Do we need more evidence that humans have always sky-watched and that this has always served to help them keep track of time? And yet we are still surprised when the media reports on such archaeological discoveries. Those who consider our ancient ancestors to be "ape-men" who subscribed to the idea that the Earth was flat cannot grasp that they could know anything "about the rotation of the celestial spheres" in the absence of appropriate optical devices and modern mathematical apparatus. By the way, Copernicus didn't have a telescope either, because it was only Galileo who worked on its improvement. And today, in order to understand these ancient calendars and clocks, we need very complex technology to facilitate seeing our earthly world plus AI support to analyse the images obtained. It is funny. Below I will write more about the modern research method that made it possible to discover the great calendar in the Gulf of Mexico.

A 260-day year

First though, let these three archaeologists surprise us: David Stuart of the University of Texas at Austin, Boris Beltrán of Skidmore College in New York State, and William Saturno, who represented Boston University during this excavation. They intensively researched fragments of wall paintings of the Las Pinturas pyramid complex near San Bartolo, Guatemala, dating from some 2,250 years ago. These pyramids were erected in stages. As a result, fragments of older structures that had been damaged in various places would remain hidden inside, under a new layer. Thus, while the date of construction of the visible elements of the complex could be readily established, the older walls remained safely hidden in the form of large fragments that are being excavated and analyzed.

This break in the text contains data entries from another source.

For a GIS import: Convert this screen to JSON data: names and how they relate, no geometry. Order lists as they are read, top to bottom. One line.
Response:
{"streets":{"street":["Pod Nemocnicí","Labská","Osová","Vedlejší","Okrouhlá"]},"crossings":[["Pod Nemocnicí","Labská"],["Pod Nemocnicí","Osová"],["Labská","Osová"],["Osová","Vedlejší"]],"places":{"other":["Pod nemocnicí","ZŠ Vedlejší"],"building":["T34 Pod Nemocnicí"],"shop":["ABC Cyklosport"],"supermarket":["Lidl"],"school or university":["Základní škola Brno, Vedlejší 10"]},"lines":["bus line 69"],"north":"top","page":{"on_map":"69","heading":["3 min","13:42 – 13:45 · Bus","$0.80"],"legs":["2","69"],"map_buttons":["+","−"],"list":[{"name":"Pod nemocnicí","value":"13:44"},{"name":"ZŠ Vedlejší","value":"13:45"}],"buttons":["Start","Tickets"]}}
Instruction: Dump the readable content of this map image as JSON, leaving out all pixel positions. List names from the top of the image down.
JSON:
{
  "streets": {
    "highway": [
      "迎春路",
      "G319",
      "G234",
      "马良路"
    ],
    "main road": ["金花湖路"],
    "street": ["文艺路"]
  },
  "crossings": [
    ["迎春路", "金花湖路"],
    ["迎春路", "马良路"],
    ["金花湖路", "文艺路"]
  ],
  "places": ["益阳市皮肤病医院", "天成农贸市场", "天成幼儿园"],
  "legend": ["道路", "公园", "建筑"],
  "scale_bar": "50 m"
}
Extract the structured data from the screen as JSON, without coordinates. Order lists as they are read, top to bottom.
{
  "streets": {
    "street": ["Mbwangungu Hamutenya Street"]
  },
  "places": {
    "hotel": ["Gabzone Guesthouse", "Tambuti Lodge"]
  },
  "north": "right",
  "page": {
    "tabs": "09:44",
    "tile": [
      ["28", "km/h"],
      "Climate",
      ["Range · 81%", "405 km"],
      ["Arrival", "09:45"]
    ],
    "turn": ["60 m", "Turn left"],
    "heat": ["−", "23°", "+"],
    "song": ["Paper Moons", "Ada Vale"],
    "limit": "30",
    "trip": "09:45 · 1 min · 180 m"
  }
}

This is how fragments of the calendar painted between 300 and 200 BC were found on a wall later demolished by the Maya. To be precise: two matching pieces of wall rubble contained two dots painted over a line above a deer's head. This symbol, known as the "Seven Deer", represents one of the days in the 260-day calendar. In 2022, the scientific journal "Science Advances" declared this discovery to be considered the oldest known material fragments of the Mayan sacred calendar. Come the time the wall was demolished, the painting had already aged well, a clear indication that the Guatemalan calendar had been in use for many years.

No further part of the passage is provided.